I’ve got good results on the German Traffic Sign Recognition Dataset using the general fast.ai approach to image classification (though I had to spend a few days tuning different parts). Wrote a post about that:

It’s a draft, I’m going to publish it at the beginning of the next week. Please take a look, I appreciate any feedback.

radek · February 26, 2018, 9:29am

I probably wrote this article in as much to share my findings as to figure things out for myself. I intended it to be the last post of the series (currently on week 6 out of 8) but I started to notice that as time was passing by I started to care about this less and less. Of course I still find what I wrote important and I do my best to stick to it. Also, using Twitter has not ceased to be a challenge. But having figured it out to an extent I am comfortable with, I moved onto other things. Seems that right now what I have on my mind are resnets, densenets and a bit of rmsprop

So, decided to switch things around and publish the article now. The two remaining posts will be technical although with a slight twist, but one that I couldn’t help. One features dragons and the other bubbles. I am actually asking the reader to imagine they are a bubble.

surmenok · February 26, 2018, 3:55pm

Please take a look, I appreciate any feedback.

Thanks for the feedback. I’ve published the article.

radek · March 5, 2018, 9:33am

Blog post Monday 7/8!

What led me to writing it was the question I asked a couple of months ago and one that I see asked on the forums quite frequently.

The tone of the article is not very serious and I have significant concerns about it. I am not sure I could have shared the information I wanted to convey in a more serious fashion. Anyhow - maybe someone will find it useful

radek · March 12, 2018, 9:11am

And this is my last blog post in the 8 week series

Of course, many doubts about both the content and the presentation. I think I should have asked people to take a look at the post before I published it. But all these coulda shoulda woulda are probably also a direct result of the insecurity about posting things that despite having done this for 8 weeks hasn’t completely gone away.

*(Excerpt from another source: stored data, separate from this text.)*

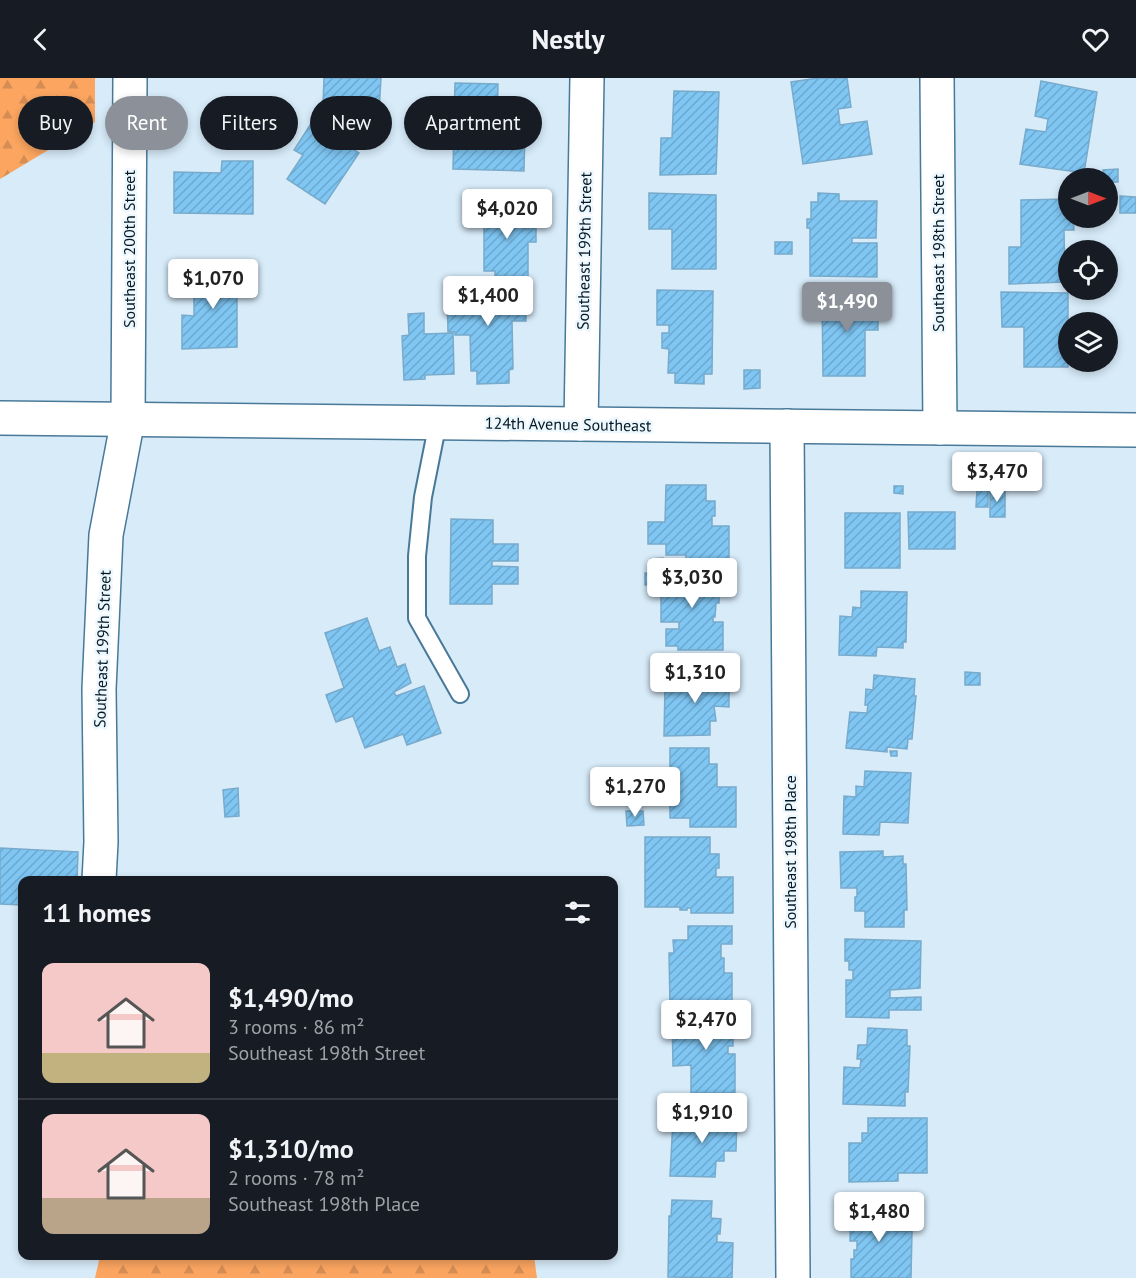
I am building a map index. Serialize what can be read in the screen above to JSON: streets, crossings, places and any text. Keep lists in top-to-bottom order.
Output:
{
  "streets": {
    "street": [
      "Southeast 200th Street",
      "Southeast 199th Street",
      "Southeast 198th Street",
      "124th Avenue Southeast",
      "Southeast 198th Place"
    ]
  },
  "crossings": [
    ["Southeast 200th Street", "Southeast 199th Street"],
    ["Southeast 200th Street", "124th Avenue Southeast"],
    ["Southeast 199th Street", "124th Avenue Southeast"],
    ["Southeast 198th Street", "124th Avenue Southeast"],
    ["124th Avenue Southeast", "Southeast 198th Place"]
  ],
  "north": "right",
  "page": {
    "header": "Nestly",
    "chip": [
      "Buy",
      "Rent",
      "Filters",
      "New",
      "Apartment"
    ],
    "price": [
      "$4,020",
      "$1,070",
      "$1,400",
      "$1,490",
      "$3,470",
      "$3,030",
      "$1,310",
      "$1,270",
      "$2,470",
      "$1,910",
      "$1,480"
    ],
    "heading": "11 homes",
    "list": [
      {
        "name": "$1,490/mo",
        "note": "3 rooms · 86 m² · Southeast 198th Street"
      },
      {
        "name": "$1,310/mo",
        "note": "2 rooms · 78 m² · Southeast 198th Place"
      }
    ]
  }
}
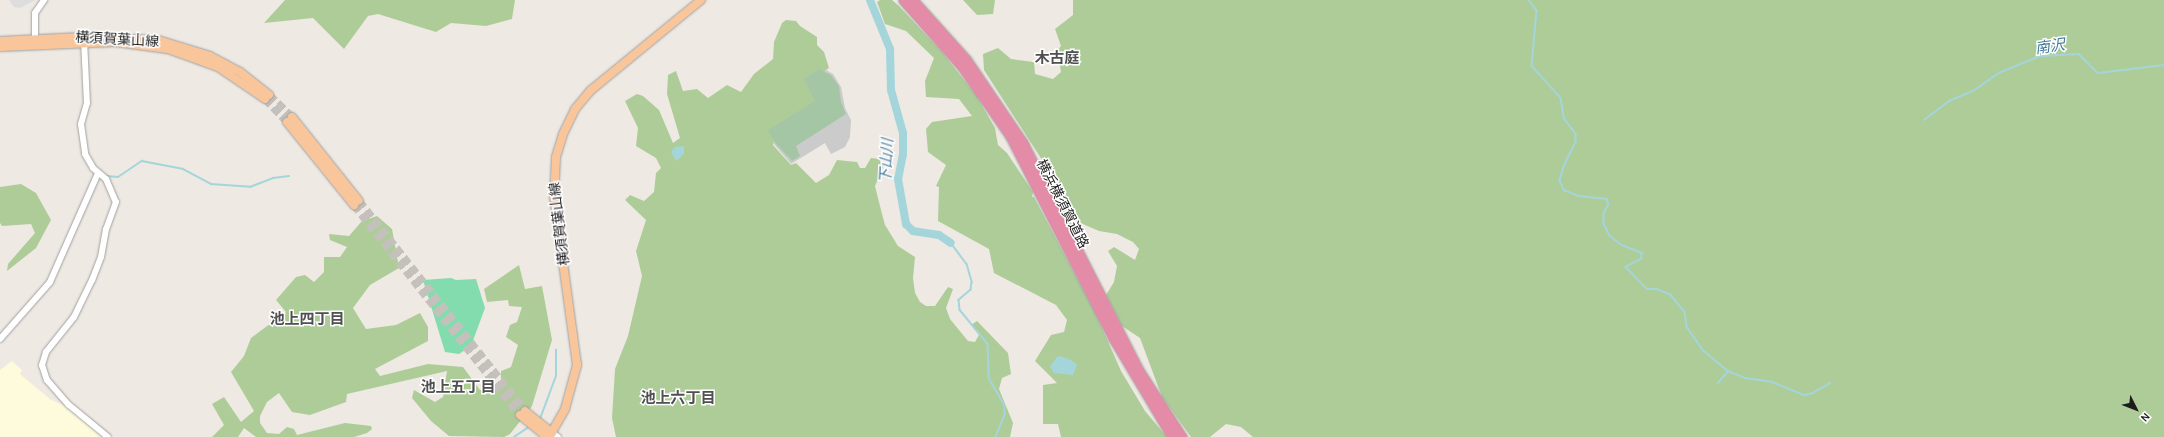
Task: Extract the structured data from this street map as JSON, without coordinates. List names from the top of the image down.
{
  "streets": {
    "highway": ["横浜横須賀道路"],
    "main road": ["横須賀葉山線"]
  },
  "districts": [
    "木古庭",
    "池上四丁目",
    "池上五丁目",
    "池上六丁目"
  ],
  "water": ["南沢", "下山川"],
  "north": "bottom right"
}
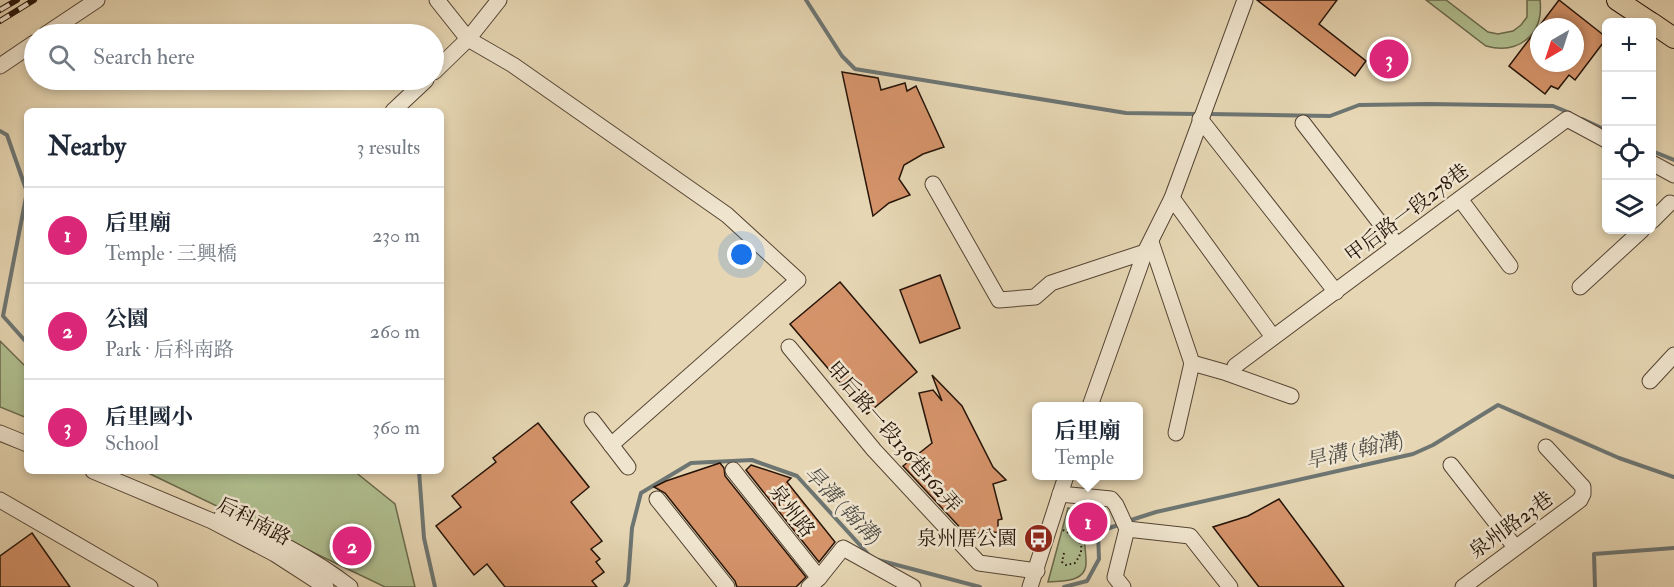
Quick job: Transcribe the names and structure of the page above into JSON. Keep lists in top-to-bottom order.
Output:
{
  "streets": {
    "street": [
      "甲后路一段278巷",
      "甲后路一段136巷162弄",
      "泉州路",
      "后科南路",
      "泉州路23巷"
    ]
  },
  "water": ["旱溝 (翰溝)"],
  "places": {
    "bus stop": ["泉州厝公園"]
  },
  "north": "bottom left",
  "page": {
    "map_buttons": ["+", "−"],
    "search": "Search here",
    "pins": ["3", "1", "2"],
    "heading": ["Nearby", "3 results"],
    "list": [
      {
        "mark": "1",
        "name": "后里廟",
        "note": "Temple · 三興橋",
        "value": "230 m"
      },
      {
        "mark": "2",
        "name": "公園",
        "note": "Park · 后科南路",
        "value": "260 m"
      },
      {
        "mark": "3",
        "name": "后里國小",
        "note": "School",
        "value": "360 m"
      }
    ],
    "popup": ["后里廟", "Temple"]
  }
}
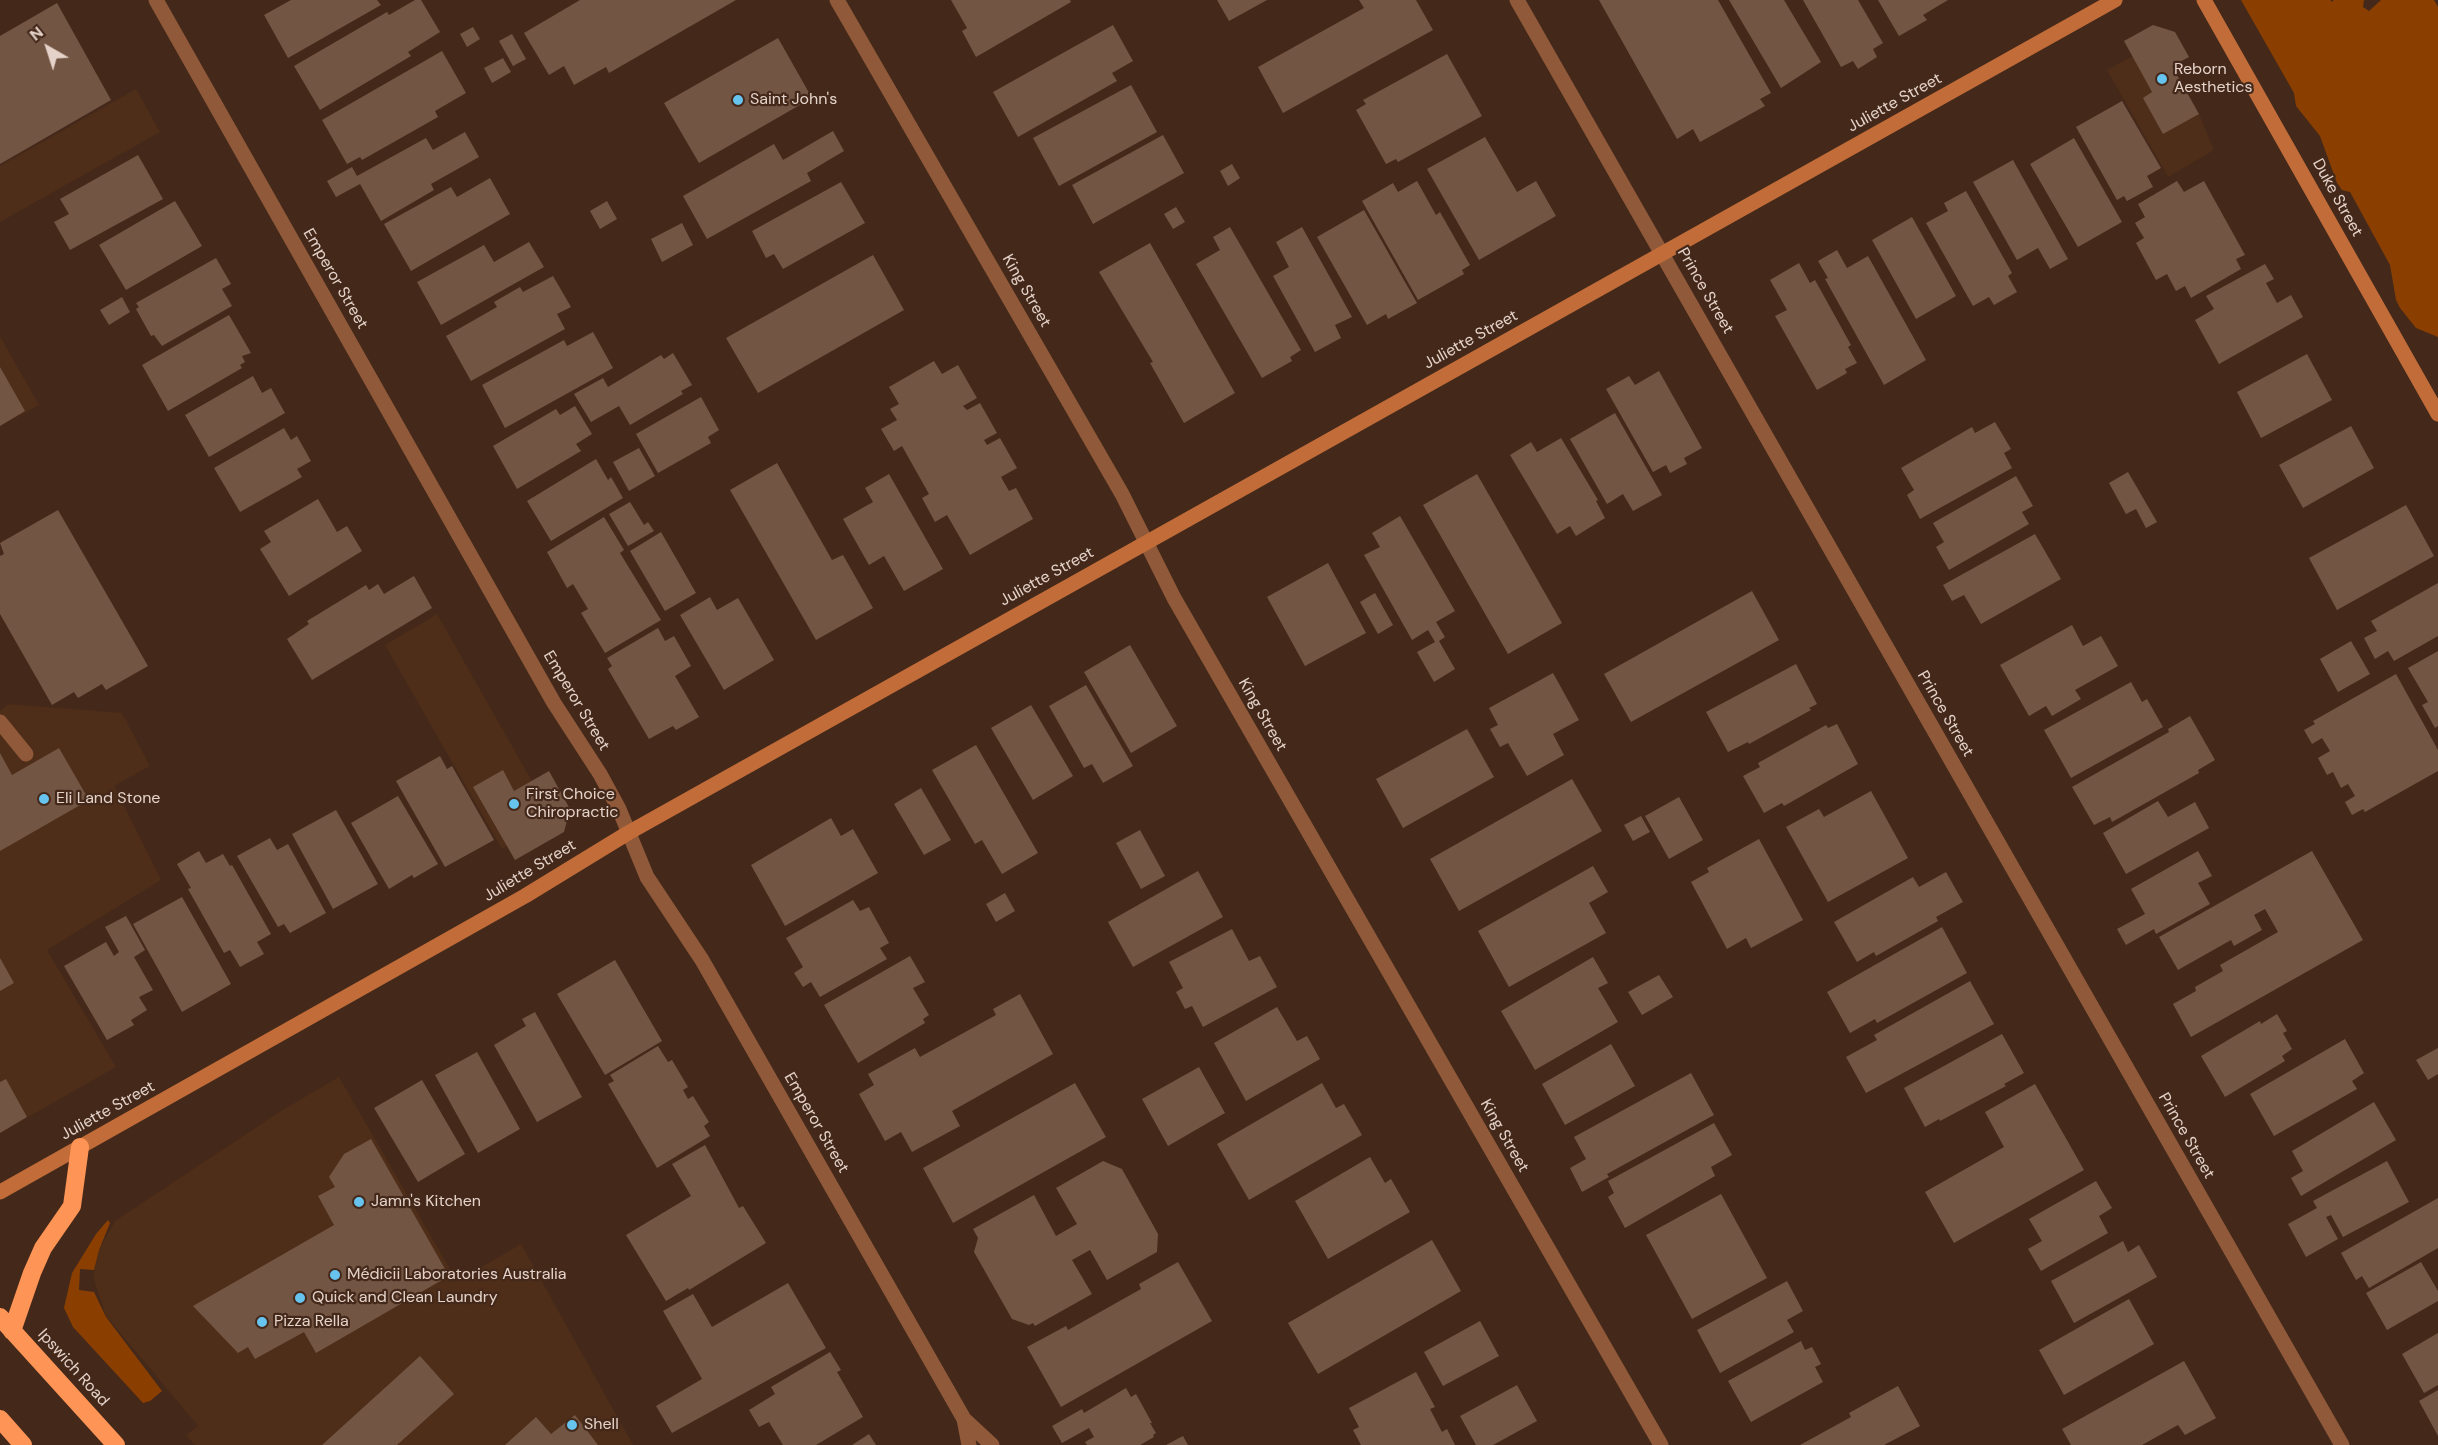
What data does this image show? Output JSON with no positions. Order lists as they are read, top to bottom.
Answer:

But oh well. If you cannot conquer it, maybe at least you can ignore it

ecdrid · March 12, 2018, 11:13am

Are you a Writer?

Truly your writing skills are awesome…

Nice post

radek · March 12, 2018, 12:03pm

Thank you I am not a writer. And for most of my professional life my writing sucked. To the point where I had it in my year end objectives for a couple years running to figure out how to be more concise I never did before leaving that job

I do put a lot of work into writing these articles though. Really glad you enjoy them

init_27 · March 13, 2018, 1:16am

I have to confess- I never took blogging seriously. My first article was a really bad attempt. But @radek has been a constant source of learning for I think all of us, and I think I can say I’ve improved a lot-thanks to him

I think this is the best part about fast ai too. We get to meet great DL folks.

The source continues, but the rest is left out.